_Material to process_
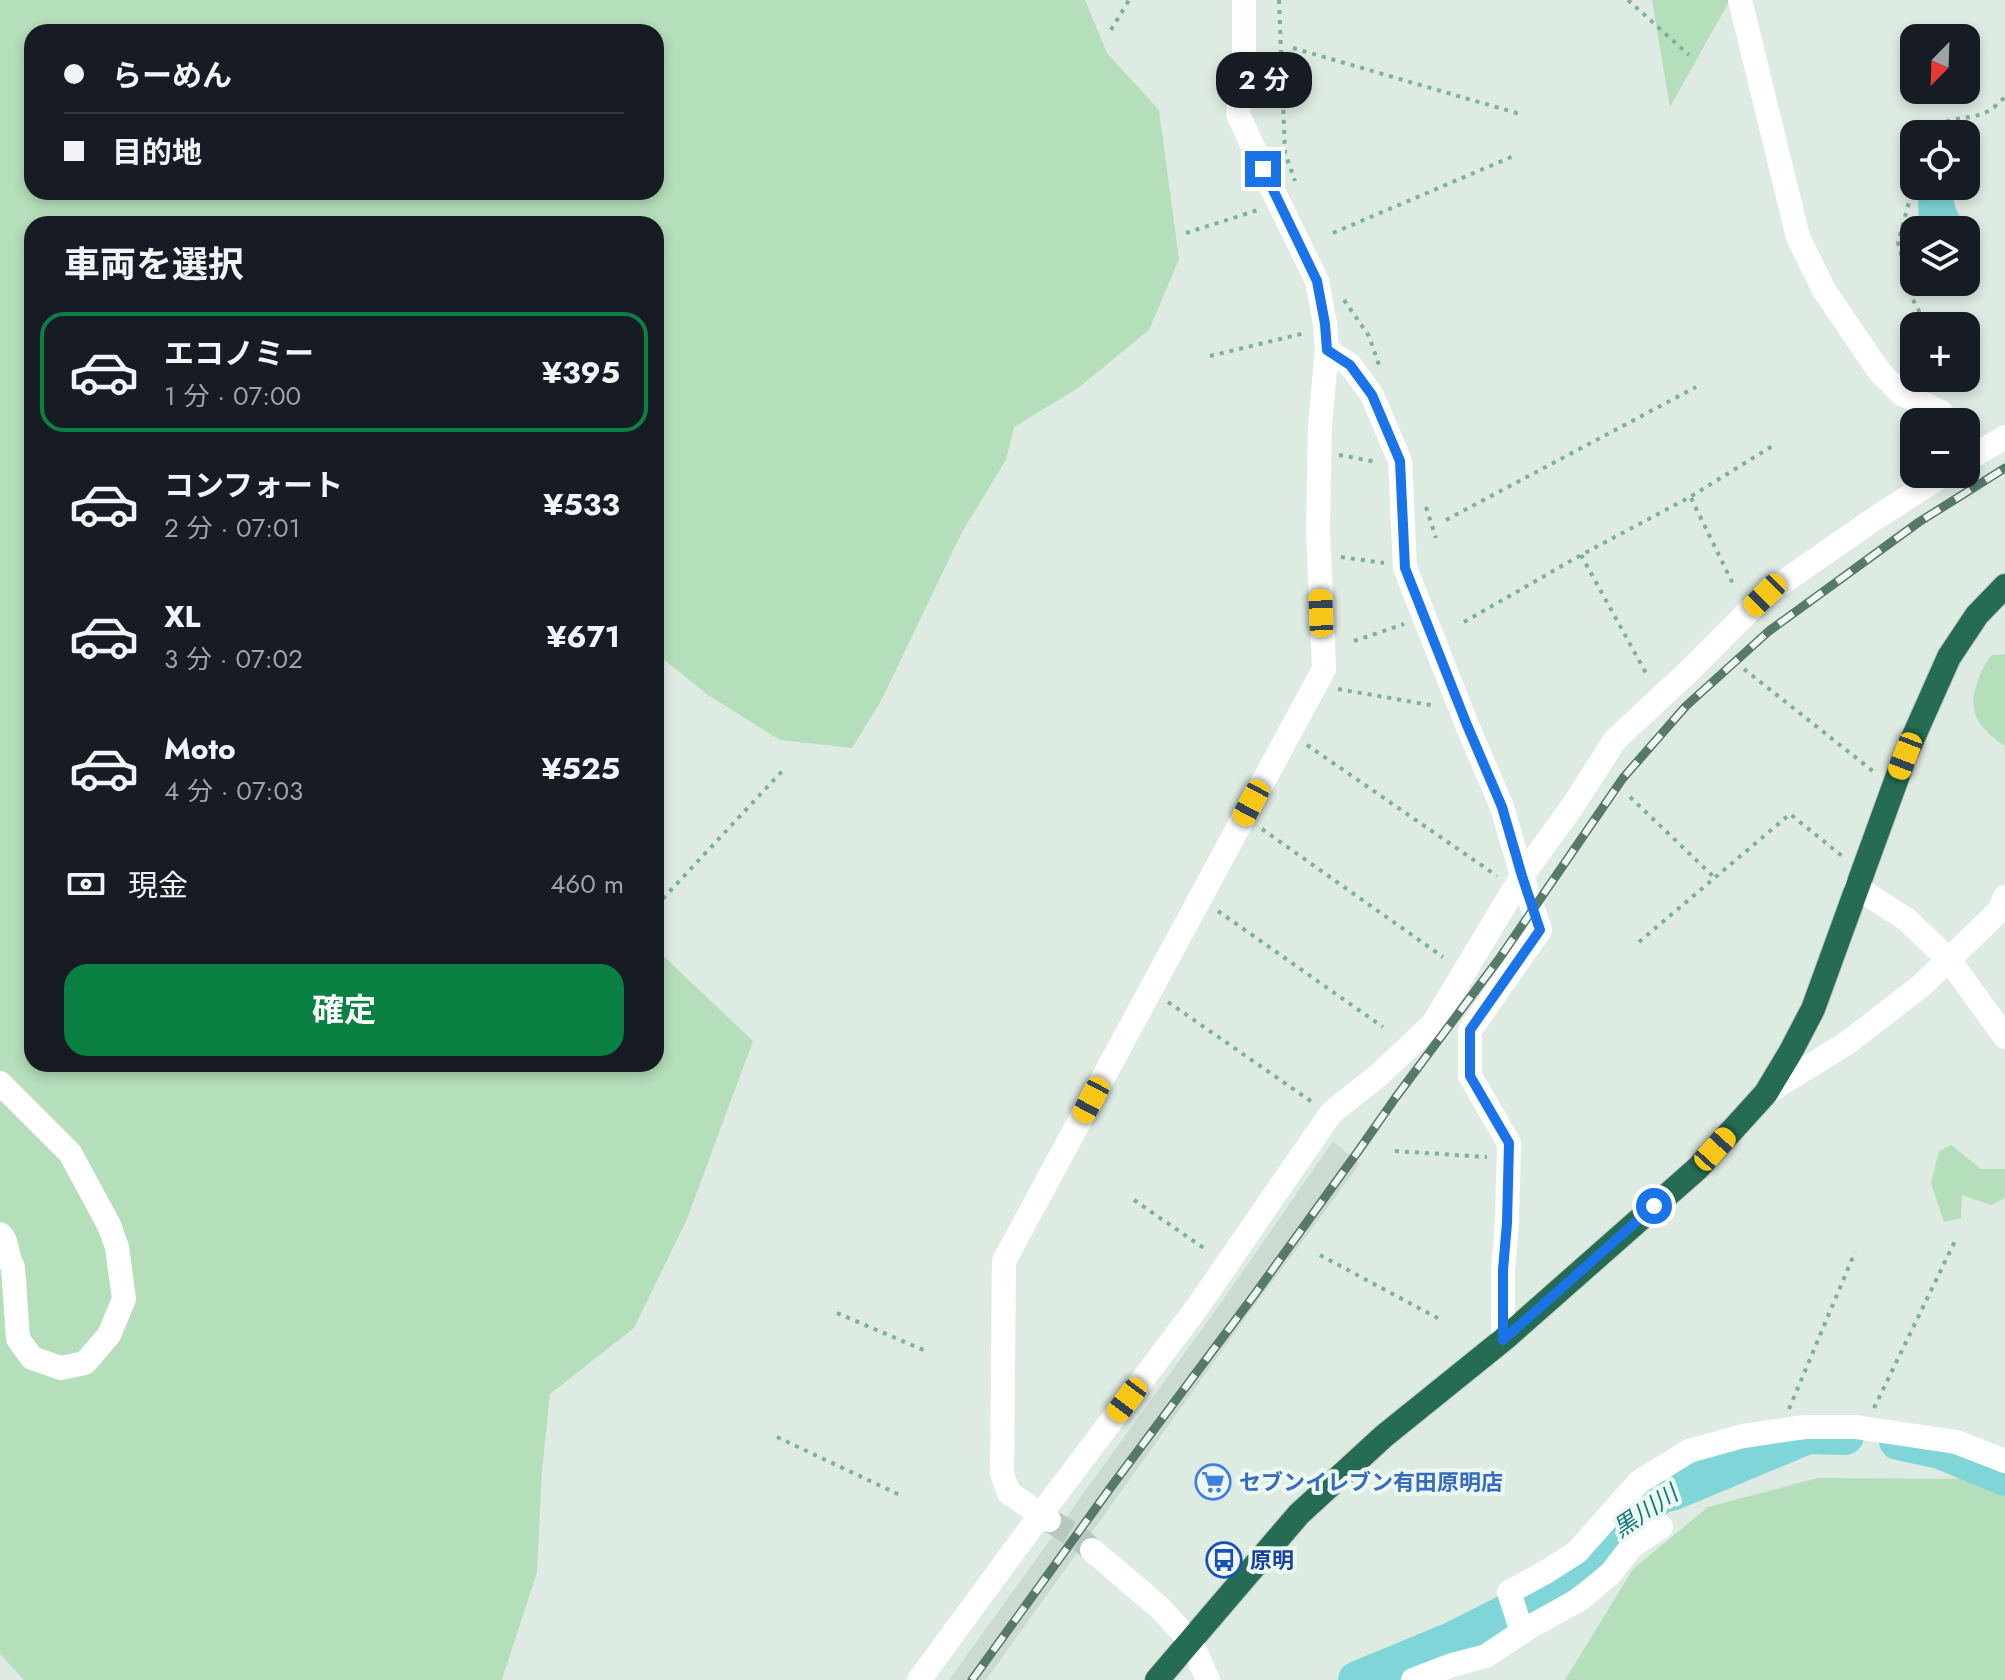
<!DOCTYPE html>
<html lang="ja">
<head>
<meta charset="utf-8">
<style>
	body { margin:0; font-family:Jost,"Noto Sans JP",sans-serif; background:#20242c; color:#f1f3f6; height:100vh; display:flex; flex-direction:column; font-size:30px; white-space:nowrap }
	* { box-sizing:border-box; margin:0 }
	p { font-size:26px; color:#9ea1a6 }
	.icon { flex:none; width:44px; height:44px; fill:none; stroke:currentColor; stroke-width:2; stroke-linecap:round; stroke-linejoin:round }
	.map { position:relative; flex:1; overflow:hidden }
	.side { position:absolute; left:24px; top:216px; width:640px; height:856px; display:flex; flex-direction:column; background:#171b24; border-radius:24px; box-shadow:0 4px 12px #0003 }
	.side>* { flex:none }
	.top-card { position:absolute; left:24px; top:24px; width:640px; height:176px; border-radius:24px; box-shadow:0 4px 12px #0003; display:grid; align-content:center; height:176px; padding:0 40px; background:#171b24 }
	.needle { width:52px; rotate:203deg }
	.buttons { position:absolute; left:1900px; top:24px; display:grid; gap:16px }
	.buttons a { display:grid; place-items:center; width:80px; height:80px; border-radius:16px; background:#171b24; box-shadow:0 4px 12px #0003; font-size:40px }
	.end { position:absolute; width:36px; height:36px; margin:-18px; border:10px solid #1a73e8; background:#fff; box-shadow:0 0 0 4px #fff }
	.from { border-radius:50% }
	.bubble { position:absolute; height:56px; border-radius:24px; background:#171b24; box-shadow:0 4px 12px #0003; font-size:26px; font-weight:700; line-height:56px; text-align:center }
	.car { position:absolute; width:24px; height:48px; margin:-24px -12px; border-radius:10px; box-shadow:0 0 6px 2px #0007; background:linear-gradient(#f5c518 24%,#345 0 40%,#f5c518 0 76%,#345 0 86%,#f5c518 0) }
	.top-card b { display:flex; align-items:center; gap:28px; height:76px; font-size:30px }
	.top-card b+b { border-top:2px solid #363941 }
	.top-card i { width:20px; height:20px; background:#f1f3f6 }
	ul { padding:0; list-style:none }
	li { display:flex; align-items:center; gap:24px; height:120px; margin:0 16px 12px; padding:0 24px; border:4px solid transparent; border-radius:24px }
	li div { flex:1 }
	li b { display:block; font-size:30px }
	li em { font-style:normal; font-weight:700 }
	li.on { border-color:#0b8043 }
	li>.icon { width:72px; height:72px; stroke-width:1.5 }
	h2 { padding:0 40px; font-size:36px; line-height:96px }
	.pay { display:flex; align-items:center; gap:20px; height:88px; padding:0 40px; font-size:30px }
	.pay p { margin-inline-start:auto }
	.primary-button { display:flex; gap:16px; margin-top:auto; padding:16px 40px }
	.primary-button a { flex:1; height:92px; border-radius:24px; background:#0b8043; color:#fff; font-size:32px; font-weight:700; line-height:92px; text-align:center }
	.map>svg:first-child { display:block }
</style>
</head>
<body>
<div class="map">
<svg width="2005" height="1680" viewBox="0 0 2005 1680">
	<rect width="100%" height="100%" fill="#deebe3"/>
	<path fill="#ccdbd2" d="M1333 1141 1360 1164 1246 1317 986 1680H949L1223 1300Z"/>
	<g fill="#b4dfba" fill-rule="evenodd">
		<path d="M0 0H1085L1107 53 1159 110 1179 259 1149 330 1078 388 1014 427 1006 460 962 532 881 701 852 748 780 740 708 695 656 653V224H32V1064H656V949L753 1041 687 1219 634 1328 550 1394 542 1471 537 1572 502 1680H24L0 1654ZM32 32H656V192H32Z"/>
		<path d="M1652 0H1730L1670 107Z"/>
		<path d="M2004 654 2005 655V746C1981 730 1966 713 1977 683 1981 672 1984 664 1992 655Z"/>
		<path d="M1951 1145 1981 1169H2005V1198L1991 1205 1962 1195 1961 1218 1944 1222 1931 1183 1939 1151Z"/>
		<path d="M1818 1478 1986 1479 2005 1490V1680H1565L1633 1569 1708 1507Z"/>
	</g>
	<path fill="#7fd5d7" d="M1924 186H1952C1953 211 1960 219 1977 236L1975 245 1980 251 1966 255V230H1919L1918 199Z"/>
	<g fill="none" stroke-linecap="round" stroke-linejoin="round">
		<g stroke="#7fd5d7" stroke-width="38">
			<path d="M1898 1441 1940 1450 2005 1477"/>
			<path d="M1357 1680 1454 1640 1513 1610 1598 1545 1645 1506 1662 1494 1674 1491 1808 1435 1845 1436"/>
		</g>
		<path stroke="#b7c8bf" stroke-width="24" stroke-dasharray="24 12" stroke-linecap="butt" d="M1049 1520 1081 1540 1092 1550"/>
		<defs>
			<path id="highway" d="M1157 1680 1299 1514 1384 1436 1503 1340 1698 1168 1766 1093 1790 1053 1813 1009 1905 756 1949 657 1977 615 2005 586"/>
		</defs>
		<use href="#highway" stroke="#c0c8c5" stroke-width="26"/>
		<g stroke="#7bb29a" stroke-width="4" stroke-dasharray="4 6" stroke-linecap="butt">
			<path d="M1279 0 1285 153 1295 181"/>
			<path d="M1628 0 1689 55"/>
			<path d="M1111 30 1129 0"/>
			<path d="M1293 48 1520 114"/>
			<path d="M1931 134C1942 115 1967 121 1984 113 1992 110 1999 103 2005 97"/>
			<path d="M1914 184 1898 242 1912 298 1927 326"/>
			<path d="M1186 233 1258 210"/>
			<path d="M1333 233 1516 155"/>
			<path d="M1344 300 1369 336 1379 365"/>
			<path d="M1210 356 1305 333"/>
			<path d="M1948 391 1951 378"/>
			<path d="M1339 455 1377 462"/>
			<path d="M1691 498 1734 586"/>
			<path d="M1426 507 1436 538"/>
			<path d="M1446 520 1696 387"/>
			<path d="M1581 555 1647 675"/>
			<path d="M1341 557 1384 563"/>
			<path d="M1464 622 1581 555 1690 497 1774 445"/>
			<path d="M1354 641 1404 624"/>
			<path d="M1744 669 1874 772"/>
			<path d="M1338 689 1436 706"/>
			<path d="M1307 745 1497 876"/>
			<path d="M1630 797 1715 878"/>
			<path d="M1262 829 1443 957"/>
			<path d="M656 906 785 768"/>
			<path d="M1218 911 1383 1027"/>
			<path d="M1639 942 1790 814 1842 856"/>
			<path d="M1168 1002 1312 1102"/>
			<path d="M1395 1151 1487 1157"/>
			<path d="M1134 1200 1208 1251"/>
			<path d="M1320 1255 1443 1321"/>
			<path d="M837 1313 928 1352"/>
			<path d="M1874 1408 1955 1241"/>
			<path d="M1789 1409 1855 1252"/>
			<path d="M777 1437 902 1496"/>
		</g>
		<g stroke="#fff" stroke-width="24">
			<path d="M1740 0 1798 237 1824 290 1879 371 1902 394 1941 412 1949 422"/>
			<path d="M1327 350 1350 365 1372 395 1400 461 1405 568 1467 725 1502 807 1522 876 1540 930 1470 1030V1076L1509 1143 1507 1223 1503 1270V1340"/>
			<path d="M1966 460 2005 437"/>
			<path d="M1856 887 1906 919 1949 960 2005 1037"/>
			<path d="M0 1083 70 1153 109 1225 117 1247 124 1299 109 1335 85 1363 61 1368 32 1358 18 1339 13 1267C6 1257 9 1242 0 1234"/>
			<path d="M1766 1093 1847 1043 1922 985 1999 911 2005 897"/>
			<path d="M1049 1520 1009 1493 1002 1474 1004 1261 1324 669 1318 530 1320 425 1327 350 1325 324 1317 281 1276 197 1238 114 1244 59V0"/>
			<path d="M1092 1550 1160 1608 1191 1642 1208 1680"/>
			<path d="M1522 1632 1509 1592 1546 1572 1577 1552 1639 1482 1689 1451 1743 1436 1805 1427H1855L1956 1442 2005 1461"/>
			<path d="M919 1680 1041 1514 1196 1309 1331 1113 1380 1074 1433 1024 1522 876 1572 807 1615 740 1688 672 1765 595 1880 515 1945 474"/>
			<path d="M1413 1680 1452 1665 1486 1656 1528 1628 1582 1598 1611 1573 1632 1546 1661 1527"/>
		</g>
		<use href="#highway" stroke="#266c54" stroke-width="24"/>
		<defs>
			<path id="rail" d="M972 1680 1111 1487 1255 1294 1359 1150 1396 1097 1499 959 1623 778 1686 706 1769 631 1919 522 2005 468"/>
		</defs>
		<use href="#rail" stroke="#57796b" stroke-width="9"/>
		<use href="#rail" stroke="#eef8f2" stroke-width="6" stroke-dasharray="18" stroke-linecap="butt"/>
	</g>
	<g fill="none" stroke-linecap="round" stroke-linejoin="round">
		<path stroke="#1a73e8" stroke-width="10" d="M1263 169 1317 281 1325 324 1327 350 1350 365 1372 395 1400 461 1405 568 1467 725 1502 807 1522 876 1540 930 1470 1030V1076L1509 1143 1507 1223 1503 1270V1340L1654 1206"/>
	</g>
	<defs>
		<symbol id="supermarket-ring" viewBox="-11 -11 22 22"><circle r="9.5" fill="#eef8f2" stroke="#3f7fe0" stroke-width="1.5"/><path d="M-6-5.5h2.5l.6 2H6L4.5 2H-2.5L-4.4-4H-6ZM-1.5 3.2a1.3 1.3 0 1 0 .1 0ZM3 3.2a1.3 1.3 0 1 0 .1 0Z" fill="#3f7fe0"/></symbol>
		<symbol id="bus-ring" viewBox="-11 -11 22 22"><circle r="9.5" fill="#eef8f2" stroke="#1a4fb4" stroke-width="1.5"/><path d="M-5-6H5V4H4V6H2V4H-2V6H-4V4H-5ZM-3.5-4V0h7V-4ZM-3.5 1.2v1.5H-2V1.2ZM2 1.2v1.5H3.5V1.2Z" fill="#1a4fb4"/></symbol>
	</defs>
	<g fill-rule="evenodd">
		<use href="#supermarket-ring" x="1193" y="1462" width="40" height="40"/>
		<use href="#bus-ring" x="1204" y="1540" width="40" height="40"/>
	</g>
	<g text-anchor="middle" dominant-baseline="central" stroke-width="8" stroke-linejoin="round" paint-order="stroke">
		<g font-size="22" font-weight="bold" fill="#366cbe" stroke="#eef8f2" text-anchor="start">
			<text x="1239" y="1482">セブンイレブン有田原明店</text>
		</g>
		<g font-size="22" font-weight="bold" fill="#164399" stroke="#eef8f2" text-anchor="start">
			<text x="1250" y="1560">原明</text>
		</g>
		<g font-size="24" font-style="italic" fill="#127a7e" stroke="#eef8f2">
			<text transform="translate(1645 1511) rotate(-34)">黒川川</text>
		</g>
	</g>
</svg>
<div class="buttons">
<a><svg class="needle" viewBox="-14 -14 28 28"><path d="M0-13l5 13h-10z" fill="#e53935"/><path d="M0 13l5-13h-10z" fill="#9ea1a6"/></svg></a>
<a><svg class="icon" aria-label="locate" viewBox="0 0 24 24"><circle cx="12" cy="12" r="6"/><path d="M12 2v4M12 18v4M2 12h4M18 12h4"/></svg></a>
<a><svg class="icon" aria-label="layers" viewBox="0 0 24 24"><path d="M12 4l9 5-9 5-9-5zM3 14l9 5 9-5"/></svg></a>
<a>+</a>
<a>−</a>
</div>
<i class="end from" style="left:1654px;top:1206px"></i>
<i class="end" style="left:1263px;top:169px"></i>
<div class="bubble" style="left:1216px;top:52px;width:96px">2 分</div>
<i class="car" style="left:1765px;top:595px;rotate:225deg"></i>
<i class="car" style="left:1321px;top:613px;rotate:358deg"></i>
<i class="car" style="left:1905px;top:756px;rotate:201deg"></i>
<i class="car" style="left:1251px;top:803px;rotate:208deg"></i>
<i class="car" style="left:1091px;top:1100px;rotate:208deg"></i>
<i class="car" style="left:1715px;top:1149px;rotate:42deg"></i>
<i class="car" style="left:1127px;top:1400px;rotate:217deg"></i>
<div class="top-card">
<b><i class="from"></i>らーめん</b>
<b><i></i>目的地</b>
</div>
<section class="side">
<h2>車両を選択</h2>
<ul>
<li class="on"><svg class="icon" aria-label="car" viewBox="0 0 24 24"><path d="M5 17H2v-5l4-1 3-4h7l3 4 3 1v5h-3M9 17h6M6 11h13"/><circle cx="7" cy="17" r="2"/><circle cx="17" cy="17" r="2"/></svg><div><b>エコノミー</b><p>1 分 · 07:00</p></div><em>¥395</em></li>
<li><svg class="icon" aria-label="car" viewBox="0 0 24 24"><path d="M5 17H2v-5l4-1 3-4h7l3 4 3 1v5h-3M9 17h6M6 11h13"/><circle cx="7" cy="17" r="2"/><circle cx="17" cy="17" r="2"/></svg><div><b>コンフォート</b><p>2 分 · 07:01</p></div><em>¥533</em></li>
<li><svg class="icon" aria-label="car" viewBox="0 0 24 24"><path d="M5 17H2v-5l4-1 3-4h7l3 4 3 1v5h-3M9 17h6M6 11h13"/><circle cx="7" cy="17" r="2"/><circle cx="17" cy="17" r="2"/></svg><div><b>XL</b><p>3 分 · 07:02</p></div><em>¥671</em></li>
<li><svg class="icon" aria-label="car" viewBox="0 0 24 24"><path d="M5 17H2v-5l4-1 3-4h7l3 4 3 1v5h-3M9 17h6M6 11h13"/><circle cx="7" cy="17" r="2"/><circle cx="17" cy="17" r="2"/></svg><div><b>Moto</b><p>4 分 · 07:03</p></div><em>¥525</em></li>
</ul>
<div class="pay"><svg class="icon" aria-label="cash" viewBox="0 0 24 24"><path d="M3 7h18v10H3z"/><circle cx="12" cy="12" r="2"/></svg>現金<p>460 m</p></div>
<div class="primary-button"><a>確定</a></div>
</section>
</div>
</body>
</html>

_Task brief_
Please copy the lines in the records above between the one holding "display:grid; place-items:center; width:80px;" and the one holding "position:absolute; width:24px; height:48px;", inclusive, exactly and with no other line.

_Result of this task_
	.buttons a { display:grid; place-items:center; width:80px; height:80px; border-radius:16px; background:#171b24; box-shadow:0 4px 12px #0003; font-size:40px }
	.end { position:absolute; width:36px; height:36px; margin:-18px; border:10px solid #1a73e8; background:#fff; box-shadow:0 0 0 4px #fff }
	.from { border-radius:50% }
	.bubble { position:absolute; height:56px; border-radius:24px; background:#171b24; box-shadow:0 4px 12px #0003; font-size:26px; font-weight:700; line-height:56px; text-align:center }
	.car { position:absolute; width:24px; height:48px; margin:-24px -12px; border-radius:10px; box-shadow:0 0 6px 2px #0007; background:linear-gradient(#f5c518 24%,#345 0 40%,#f5c518 0 76%,#345 0 86%,#f5c518 0) }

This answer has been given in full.